Probability range `[0.006287, 0.073966]`

after 1 million iterations. Just from the looks of it quick sort seems to have the worst performance in the center of the array getting the least shuffle.

# Bubble Sort

function bubbleSort(a) { var l = a.length; var i, j, s, t; for (i = 0; i < l; i++) { for (j = 0, s = l-i-1; j < s; j++) { if (Math.random() < 0.5) { t = a[j]; a[j] = a[j+1]; a[j+1] = t; } } } }

Probability range `[0 0.500113]`

after 1 million iterations, which is amazing that after that many trials there were still positions that certain numbers never made it to.

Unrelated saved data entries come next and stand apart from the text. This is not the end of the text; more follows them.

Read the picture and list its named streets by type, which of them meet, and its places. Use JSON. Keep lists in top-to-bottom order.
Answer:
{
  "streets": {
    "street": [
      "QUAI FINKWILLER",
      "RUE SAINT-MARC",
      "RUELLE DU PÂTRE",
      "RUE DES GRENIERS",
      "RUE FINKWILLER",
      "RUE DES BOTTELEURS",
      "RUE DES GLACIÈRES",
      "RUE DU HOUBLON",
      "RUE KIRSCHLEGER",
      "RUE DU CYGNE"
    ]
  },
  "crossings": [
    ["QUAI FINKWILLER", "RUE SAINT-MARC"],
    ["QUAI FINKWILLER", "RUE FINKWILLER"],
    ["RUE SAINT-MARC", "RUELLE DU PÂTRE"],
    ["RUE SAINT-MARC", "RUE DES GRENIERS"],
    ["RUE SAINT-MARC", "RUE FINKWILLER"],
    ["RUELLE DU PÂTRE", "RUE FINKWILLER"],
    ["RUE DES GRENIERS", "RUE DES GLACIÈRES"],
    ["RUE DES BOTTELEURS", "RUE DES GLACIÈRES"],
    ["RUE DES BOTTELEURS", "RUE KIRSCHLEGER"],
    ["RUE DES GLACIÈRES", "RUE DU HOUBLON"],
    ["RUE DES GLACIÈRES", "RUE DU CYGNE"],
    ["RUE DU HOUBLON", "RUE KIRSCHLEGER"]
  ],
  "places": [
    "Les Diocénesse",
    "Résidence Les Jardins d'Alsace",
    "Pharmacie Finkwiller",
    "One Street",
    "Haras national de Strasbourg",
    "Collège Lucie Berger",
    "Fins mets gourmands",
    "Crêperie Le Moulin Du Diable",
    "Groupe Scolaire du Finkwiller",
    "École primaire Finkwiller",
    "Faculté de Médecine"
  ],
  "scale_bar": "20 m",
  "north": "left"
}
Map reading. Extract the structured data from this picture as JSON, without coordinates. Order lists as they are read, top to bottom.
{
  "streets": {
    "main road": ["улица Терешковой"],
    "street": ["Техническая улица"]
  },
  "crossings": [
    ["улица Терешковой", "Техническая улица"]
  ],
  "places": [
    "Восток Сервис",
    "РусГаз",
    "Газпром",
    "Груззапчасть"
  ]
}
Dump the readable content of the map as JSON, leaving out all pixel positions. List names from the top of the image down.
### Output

At first I thought my sort was off, but then I realized to move `0`

from first position to last position requires the comparator (in this case `Math.random() - 0.5 < 0.0`

) to be less than `0.5`

99 times in a row. Also, for `9`

to remain in last position is `0.5`

percent chance that when `i=0`

and `j=9`

that `Math.random() < 0.5`

is false. I double checked this for arrays size 10 in length and the probability range was as expected `[0.001923 0.500352]`

since `Math.pow(0.5, 9) == 0.001953125`

.

# Selection Sort

function selectionSort(a) { var i, j, m, t; var l = a.length; for (i = 0; i < l; i++) { m = i; for (j = i+1; j < l; j++) { if (Math.random() < 0.5) m = j; } if (i != m) { t = a[i]; a[i] = a[m]; a[m] = t; } } }

Probability range `[0 0.500113]`

after 1 million iterations. Selection sort has some similar problems that bubble sort does. Consider an array `a=[0..9]`

what is the probability that `9`

which started in the last position will end up in the first position? If the array was shuffled it should be `0.1`

, right? But instead for selection sort it is `0.5`

. Because the only way for `9`

to move to the front is when `i=0`

and `j=9`

the comparator (in this case `Math.random() - 0.5 < 0.0`

) is less than zero which happens half the time.

# Insertion Sort

function insertionSort(a) { var l = a.length; var i, j, t; for (i = 0; i < l; i++) { t = a[i]; for (j = i-1; j > -1 && Math.random() < 0.5; j--) { a[j+1] = a[j]; } a[j+1] = t; } }

Probability range `[0 0.499359]`

after 1 million iterations.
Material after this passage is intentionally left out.